Using Array of Records in AVRO with kafka connect

2,834 views
Skip to first unread message

adam.klein...@adp.com

unread,
Mar 24, 2016, 12:16:21 PM3/24/16
to Confluent Platform
Hi,
I have a problem with an array of records in AVRO while trying to use kafka connect FileStreamSinkConnector.

config:


bootstrap.servers=kafka:9092


key.converter=org.apache.kafka.connect.storage.StringConverter

value.converter=io.confluent.connect.avro.AvroConverter

value.converter.schema.registry.url=http://avro-schema-registry:8081


internal.key.converter=org.apache.kafka.connect.json.JsonConverter

internal.value.converter=org.apache.kafka.connect.json.JsonConverter

internal.key.converter.schemas.enable=false

internal.value.converter.schemas.enable=false


offset.storage.file.filename=/tmp/connect.offsets.auth



sink properties:

name=auth-file-sink

connector.class=org.apache.kafka.connect.file.FileStreamSinkConnector

tasks.max=1

file=auth.sink.txt

topics=test


AVRO schema:

{

  "doc": "The payload",

  "name": "Event",

  "type": "record",

  "fields": [

    {

      "name": "people",

      "type": {

        "type": "array",

        "items": {

          "name": "Person",

          "type": "record",

          "fields": [

            {

              "doc": "Name of person",

              "name": "name",

              "type": "string"

            }

          ]

        }

      }

    }

  ]

}


Message:

{

  people: [

    {

      name: 'adam'

    },

    {

      name: 'klein'

    }

  ]

}



I'm getting this error:

[2016-03-24 14:01:32,519] ERROR Thread WorkerSinkTask-auth-file-sink-0 exiting with uncaught exception:  (org.apache.kafka.connect.util.ShutdownableThread)

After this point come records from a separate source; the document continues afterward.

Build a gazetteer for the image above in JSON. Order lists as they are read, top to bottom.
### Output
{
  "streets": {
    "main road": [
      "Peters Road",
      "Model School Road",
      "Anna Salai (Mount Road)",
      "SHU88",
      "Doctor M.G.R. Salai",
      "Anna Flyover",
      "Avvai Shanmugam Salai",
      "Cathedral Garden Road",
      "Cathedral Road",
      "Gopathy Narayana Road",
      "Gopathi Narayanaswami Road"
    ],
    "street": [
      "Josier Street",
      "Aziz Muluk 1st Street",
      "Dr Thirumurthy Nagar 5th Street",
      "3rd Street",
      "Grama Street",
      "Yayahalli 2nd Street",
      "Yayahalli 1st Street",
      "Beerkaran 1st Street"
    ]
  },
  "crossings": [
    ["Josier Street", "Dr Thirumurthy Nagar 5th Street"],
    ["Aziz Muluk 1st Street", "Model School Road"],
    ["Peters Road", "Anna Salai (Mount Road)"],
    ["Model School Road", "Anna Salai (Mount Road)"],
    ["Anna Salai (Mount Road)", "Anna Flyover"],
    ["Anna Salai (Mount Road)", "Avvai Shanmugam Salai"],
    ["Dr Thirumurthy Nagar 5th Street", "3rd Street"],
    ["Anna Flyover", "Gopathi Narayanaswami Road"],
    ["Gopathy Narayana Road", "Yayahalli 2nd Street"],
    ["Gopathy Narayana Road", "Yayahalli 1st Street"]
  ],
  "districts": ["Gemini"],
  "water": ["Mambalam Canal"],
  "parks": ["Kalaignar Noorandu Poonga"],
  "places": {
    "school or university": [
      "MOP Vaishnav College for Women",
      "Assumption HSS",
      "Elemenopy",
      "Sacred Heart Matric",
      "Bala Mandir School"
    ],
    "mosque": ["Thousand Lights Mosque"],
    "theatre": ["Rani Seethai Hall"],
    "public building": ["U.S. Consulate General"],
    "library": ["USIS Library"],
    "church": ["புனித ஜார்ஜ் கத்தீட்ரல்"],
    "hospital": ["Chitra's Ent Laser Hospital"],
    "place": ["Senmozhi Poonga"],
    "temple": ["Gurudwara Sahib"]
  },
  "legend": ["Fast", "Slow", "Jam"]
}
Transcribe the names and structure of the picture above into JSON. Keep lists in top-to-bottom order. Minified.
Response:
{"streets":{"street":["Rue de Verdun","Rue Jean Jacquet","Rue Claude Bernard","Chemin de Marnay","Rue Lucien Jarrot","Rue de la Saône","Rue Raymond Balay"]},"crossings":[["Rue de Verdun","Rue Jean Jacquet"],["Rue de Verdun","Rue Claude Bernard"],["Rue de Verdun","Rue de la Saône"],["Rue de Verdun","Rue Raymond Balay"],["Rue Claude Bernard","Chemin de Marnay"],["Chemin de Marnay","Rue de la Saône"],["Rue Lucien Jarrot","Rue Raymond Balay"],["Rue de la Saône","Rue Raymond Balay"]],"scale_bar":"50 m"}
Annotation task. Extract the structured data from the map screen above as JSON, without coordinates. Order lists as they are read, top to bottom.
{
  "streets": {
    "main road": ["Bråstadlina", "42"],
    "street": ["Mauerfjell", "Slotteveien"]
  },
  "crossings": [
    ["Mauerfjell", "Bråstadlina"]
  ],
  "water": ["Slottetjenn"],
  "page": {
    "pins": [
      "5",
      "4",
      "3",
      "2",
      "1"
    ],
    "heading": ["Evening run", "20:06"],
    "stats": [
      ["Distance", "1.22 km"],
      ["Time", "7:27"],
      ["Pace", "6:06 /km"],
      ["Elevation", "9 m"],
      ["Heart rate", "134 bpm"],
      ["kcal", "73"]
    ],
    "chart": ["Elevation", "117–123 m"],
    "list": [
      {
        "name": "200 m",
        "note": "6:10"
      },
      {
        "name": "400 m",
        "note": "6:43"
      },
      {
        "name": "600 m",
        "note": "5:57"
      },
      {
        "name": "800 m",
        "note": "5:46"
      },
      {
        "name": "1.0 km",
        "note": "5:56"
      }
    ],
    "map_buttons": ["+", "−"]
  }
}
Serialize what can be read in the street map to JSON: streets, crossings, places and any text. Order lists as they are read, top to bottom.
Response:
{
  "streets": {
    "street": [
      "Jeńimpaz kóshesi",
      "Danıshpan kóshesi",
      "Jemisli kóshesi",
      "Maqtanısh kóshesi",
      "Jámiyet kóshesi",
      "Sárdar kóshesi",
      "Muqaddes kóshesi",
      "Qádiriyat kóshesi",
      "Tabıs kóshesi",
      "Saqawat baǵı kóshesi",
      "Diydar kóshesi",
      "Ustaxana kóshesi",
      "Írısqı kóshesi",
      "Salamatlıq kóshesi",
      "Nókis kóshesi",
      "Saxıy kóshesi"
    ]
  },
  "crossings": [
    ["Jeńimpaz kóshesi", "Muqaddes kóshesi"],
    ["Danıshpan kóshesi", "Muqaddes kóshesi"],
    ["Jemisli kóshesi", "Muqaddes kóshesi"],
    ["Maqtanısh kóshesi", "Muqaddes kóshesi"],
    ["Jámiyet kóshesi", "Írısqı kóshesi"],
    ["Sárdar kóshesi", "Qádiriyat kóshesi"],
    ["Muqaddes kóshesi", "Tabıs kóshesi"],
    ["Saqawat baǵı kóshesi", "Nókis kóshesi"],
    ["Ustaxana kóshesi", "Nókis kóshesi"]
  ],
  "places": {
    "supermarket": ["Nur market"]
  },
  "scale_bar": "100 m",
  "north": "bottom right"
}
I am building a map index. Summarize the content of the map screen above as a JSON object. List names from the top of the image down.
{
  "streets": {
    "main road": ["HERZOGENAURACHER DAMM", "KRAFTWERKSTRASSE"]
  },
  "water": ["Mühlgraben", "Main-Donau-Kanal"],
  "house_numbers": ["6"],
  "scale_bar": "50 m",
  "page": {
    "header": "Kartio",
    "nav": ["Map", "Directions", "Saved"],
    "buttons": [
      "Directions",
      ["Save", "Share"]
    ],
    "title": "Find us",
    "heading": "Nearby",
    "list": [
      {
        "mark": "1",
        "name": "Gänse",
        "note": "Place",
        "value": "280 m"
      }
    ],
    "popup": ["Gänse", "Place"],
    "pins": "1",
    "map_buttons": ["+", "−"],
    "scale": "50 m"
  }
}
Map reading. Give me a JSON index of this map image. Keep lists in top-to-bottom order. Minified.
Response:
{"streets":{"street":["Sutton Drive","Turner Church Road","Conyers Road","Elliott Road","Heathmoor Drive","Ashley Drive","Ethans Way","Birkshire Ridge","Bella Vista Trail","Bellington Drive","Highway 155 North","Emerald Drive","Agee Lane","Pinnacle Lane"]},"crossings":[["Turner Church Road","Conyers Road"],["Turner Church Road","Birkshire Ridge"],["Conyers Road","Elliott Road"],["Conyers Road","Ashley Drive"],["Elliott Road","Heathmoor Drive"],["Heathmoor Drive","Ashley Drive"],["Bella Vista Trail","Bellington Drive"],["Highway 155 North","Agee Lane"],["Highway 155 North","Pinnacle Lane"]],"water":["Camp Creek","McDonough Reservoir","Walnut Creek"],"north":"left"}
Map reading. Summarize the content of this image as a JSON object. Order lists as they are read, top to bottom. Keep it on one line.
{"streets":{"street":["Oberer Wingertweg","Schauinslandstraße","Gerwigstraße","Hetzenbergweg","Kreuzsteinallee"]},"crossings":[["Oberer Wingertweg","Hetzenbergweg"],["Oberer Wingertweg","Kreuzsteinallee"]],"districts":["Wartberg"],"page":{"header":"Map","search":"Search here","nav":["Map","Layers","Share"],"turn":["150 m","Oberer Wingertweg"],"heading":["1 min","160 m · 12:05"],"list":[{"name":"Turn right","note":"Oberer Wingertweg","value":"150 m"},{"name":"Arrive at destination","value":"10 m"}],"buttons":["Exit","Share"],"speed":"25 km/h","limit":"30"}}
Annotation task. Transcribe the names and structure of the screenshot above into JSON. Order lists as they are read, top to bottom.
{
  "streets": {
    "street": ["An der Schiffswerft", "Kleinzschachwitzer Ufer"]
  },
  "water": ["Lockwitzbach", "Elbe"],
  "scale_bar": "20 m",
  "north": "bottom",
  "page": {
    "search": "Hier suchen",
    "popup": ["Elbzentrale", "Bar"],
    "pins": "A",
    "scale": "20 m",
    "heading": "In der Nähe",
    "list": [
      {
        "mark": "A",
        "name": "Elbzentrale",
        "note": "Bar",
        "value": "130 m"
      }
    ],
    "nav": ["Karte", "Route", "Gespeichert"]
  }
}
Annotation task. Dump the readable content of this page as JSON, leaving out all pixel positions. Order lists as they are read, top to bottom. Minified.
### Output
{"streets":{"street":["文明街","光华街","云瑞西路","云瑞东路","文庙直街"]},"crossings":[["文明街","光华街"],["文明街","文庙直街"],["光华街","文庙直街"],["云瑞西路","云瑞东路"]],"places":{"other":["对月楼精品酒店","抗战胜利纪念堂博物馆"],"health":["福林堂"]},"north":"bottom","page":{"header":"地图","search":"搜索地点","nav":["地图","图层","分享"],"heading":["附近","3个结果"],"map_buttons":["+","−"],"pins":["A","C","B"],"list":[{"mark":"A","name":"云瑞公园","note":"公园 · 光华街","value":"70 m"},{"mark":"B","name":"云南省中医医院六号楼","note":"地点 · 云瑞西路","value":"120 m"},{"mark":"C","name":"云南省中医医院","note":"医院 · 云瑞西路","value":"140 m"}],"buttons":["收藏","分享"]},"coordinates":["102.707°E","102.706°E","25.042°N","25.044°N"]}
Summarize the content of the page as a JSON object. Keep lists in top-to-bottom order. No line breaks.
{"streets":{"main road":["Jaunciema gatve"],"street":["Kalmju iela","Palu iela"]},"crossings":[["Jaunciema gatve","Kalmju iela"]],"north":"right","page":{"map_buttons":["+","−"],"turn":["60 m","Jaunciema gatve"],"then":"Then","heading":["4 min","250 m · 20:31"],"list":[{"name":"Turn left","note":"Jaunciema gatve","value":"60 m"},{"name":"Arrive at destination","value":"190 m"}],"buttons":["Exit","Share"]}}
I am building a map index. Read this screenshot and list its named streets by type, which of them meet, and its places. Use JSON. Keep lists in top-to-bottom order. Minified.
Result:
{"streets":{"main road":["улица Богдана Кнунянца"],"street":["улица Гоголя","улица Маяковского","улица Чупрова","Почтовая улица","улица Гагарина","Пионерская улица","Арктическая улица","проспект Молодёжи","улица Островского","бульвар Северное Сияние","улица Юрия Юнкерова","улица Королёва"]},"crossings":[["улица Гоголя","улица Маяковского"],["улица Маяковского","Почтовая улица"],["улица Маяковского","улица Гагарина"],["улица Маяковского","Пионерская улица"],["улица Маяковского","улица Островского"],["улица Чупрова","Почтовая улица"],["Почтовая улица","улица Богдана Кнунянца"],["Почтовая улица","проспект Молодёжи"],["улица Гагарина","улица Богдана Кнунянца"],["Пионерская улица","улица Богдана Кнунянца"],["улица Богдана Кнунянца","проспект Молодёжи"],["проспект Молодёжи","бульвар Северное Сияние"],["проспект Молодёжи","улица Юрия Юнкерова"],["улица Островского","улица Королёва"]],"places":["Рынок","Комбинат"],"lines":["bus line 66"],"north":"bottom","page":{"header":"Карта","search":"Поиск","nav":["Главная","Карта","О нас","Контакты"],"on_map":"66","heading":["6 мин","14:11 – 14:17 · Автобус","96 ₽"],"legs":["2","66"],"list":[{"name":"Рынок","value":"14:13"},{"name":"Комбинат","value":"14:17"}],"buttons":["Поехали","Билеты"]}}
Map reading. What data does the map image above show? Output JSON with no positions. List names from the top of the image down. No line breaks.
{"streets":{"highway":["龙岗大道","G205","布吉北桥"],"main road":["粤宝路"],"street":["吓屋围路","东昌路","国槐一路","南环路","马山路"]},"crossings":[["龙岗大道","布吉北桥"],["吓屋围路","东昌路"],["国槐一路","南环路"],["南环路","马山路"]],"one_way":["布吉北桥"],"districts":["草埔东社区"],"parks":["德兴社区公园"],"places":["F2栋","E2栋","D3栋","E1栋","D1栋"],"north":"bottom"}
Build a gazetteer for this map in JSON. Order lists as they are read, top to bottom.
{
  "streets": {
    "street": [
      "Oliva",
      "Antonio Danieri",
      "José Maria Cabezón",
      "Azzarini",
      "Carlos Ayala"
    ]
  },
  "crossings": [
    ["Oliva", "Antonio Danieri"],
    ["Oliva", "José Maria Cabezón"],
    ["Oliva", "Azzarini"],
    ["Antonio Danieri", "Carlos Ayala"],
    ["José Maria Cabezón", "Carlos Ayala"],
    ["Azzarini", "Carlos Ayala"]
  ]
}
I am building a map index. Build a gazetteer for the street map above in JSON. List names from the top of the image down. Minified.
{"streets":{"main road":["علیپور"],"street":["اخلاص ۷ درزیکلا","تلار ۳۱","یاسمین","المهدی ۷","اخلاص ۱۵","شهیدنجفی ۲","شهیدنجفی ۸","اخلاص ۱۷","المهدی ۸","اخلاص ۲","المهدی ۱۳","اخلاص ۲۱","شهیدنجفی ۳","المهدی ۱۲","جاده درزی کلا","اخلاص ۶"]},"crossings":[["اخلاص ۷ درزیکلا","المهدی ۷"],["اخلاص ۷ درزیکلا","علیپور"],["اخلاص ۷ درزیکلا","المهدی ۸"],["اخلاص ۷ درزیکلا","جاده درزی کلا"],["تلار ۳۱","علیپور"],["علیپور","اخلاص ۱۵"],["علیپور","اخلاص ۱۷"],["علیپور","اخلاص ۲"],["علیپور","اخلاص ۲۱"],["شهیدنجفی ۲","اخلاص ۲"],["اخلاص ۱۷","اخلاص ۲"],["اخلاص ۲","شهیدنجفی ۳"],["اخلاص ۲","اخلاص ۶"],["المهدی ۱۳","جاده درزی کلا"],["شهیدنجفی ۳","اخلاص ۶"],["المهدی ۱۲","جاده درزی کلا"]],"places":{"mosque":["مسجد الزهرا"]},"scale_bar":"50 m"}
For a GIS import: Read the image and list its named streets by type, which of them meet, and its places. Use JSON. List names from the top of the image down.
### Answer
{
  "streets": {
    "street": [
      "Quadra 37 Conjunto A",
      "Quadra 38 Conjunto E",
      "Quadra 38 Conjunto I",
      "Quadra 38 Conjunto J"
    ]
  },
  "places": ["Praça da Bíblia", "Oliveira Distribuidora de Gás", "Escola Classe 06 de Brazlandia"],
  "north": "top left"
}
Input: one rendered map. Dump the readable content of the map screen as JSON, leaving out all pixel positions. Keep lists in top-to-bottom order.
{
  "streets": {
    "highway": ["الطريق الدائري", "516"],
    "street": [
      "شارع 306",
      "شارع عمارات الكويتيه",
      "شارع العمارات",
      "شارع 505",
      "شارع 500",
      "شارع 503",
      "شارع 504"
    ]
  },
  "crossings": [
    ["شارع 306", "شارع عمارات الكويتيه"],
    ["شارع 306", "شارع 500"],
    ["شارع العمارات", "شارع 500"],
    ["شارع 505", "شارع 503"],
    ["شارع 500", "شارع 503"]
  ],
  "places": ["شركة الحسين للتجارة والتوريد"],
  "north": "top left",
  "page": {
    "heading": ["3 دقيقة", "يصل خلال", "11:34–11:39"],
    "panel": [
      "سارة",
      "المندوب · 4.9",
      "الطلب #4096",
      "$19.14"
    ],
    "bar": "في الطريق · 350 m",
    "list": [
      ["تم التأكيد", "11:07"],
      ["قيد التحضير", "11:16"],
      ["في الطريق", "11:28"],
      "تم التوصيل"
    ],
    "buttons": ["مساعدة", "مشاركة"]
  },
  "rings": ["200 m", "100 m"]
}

java.lang.NullPointerException

at io.confluent.connect.avro.AvroData.toConnectSchema(AvroData.java:1043)

at io.confluent.connect.avro.AvroData.toConnectSchema(AvroData.java:1068)

at io.confluent.connect.avro.AvroData.toConnectSchema(AvroData.java:1068)

at io.confluent.connect.avro.AvroData.toConnectSchema(AvroData.java:980)

at io.confluent.connect.avro.AvroData.toConnectData(AvroData.java:750)

at io.confluent.connect.avro.AvroConverter.toConnectData(AvroConverter.java:103)

at org.apache.kafka.connect.runtime.WorkerSinkTask.convertMessages(WorkerSinkTask.java:266)

at org.apache.kafka.connect.runtime.WorkerSinkTask.poll(WorkerSinkTask.java:175)

at org.apache.kafka.connect.runtime.WorkerSinkTaskThread.iteration(WorkerSinkTaskThread.java:90)

at org.apache.kafka.connect.runtime.WorkerSinkTaskThread.execute(WorkerSinkTaskThread.java:58)

at org.apache.kafka.connect.util.ShutdownableThread.run(ShutdownableThread.java:82)

adam.klein...@adp.com

unread,
Mar 24, 2016, 12:23:34 PM3/24/16
to Confluent Platform
BTW, the problem only happens when there is an array of records in the schema.
When there isn't an array, or when there is an array of strings, then it doesn't fail.

Also, I have another consumer that's also using the schema registry, and it reads and decodes the messages successfully,
so probably the problem is not with the schema / payload, but with the connector itself.

Thanks

Ewen Cheslack-Postava

unread,
Mar 24, 2016, 1:09:09 PM3/24/16
to Confluent Platform
This looks like an issue that was reported by a few other folks -- I think it is fixed by https://github.com/confluentinc/schema-registry/pull/280. Are you running from CP 2.0.0 or 2.0.1? If so, a build of the AvroConverter from master may address this.

-Ewen

--
You received this message because you are subscribed to the Google Groups "Confluent Platform" group.
To unsubscribe from this group and stop receiving emails from it, send an email to confluent-platf...@googlegroups.com.
To post to this group, send email to confluent...@googlegroups.com.
To view this discussion on the web visit https://groups.google.com/d/msgid/confluent-platform/44b6e743-8a8b-4de9-894b-22487773898d%40googlegroups.com.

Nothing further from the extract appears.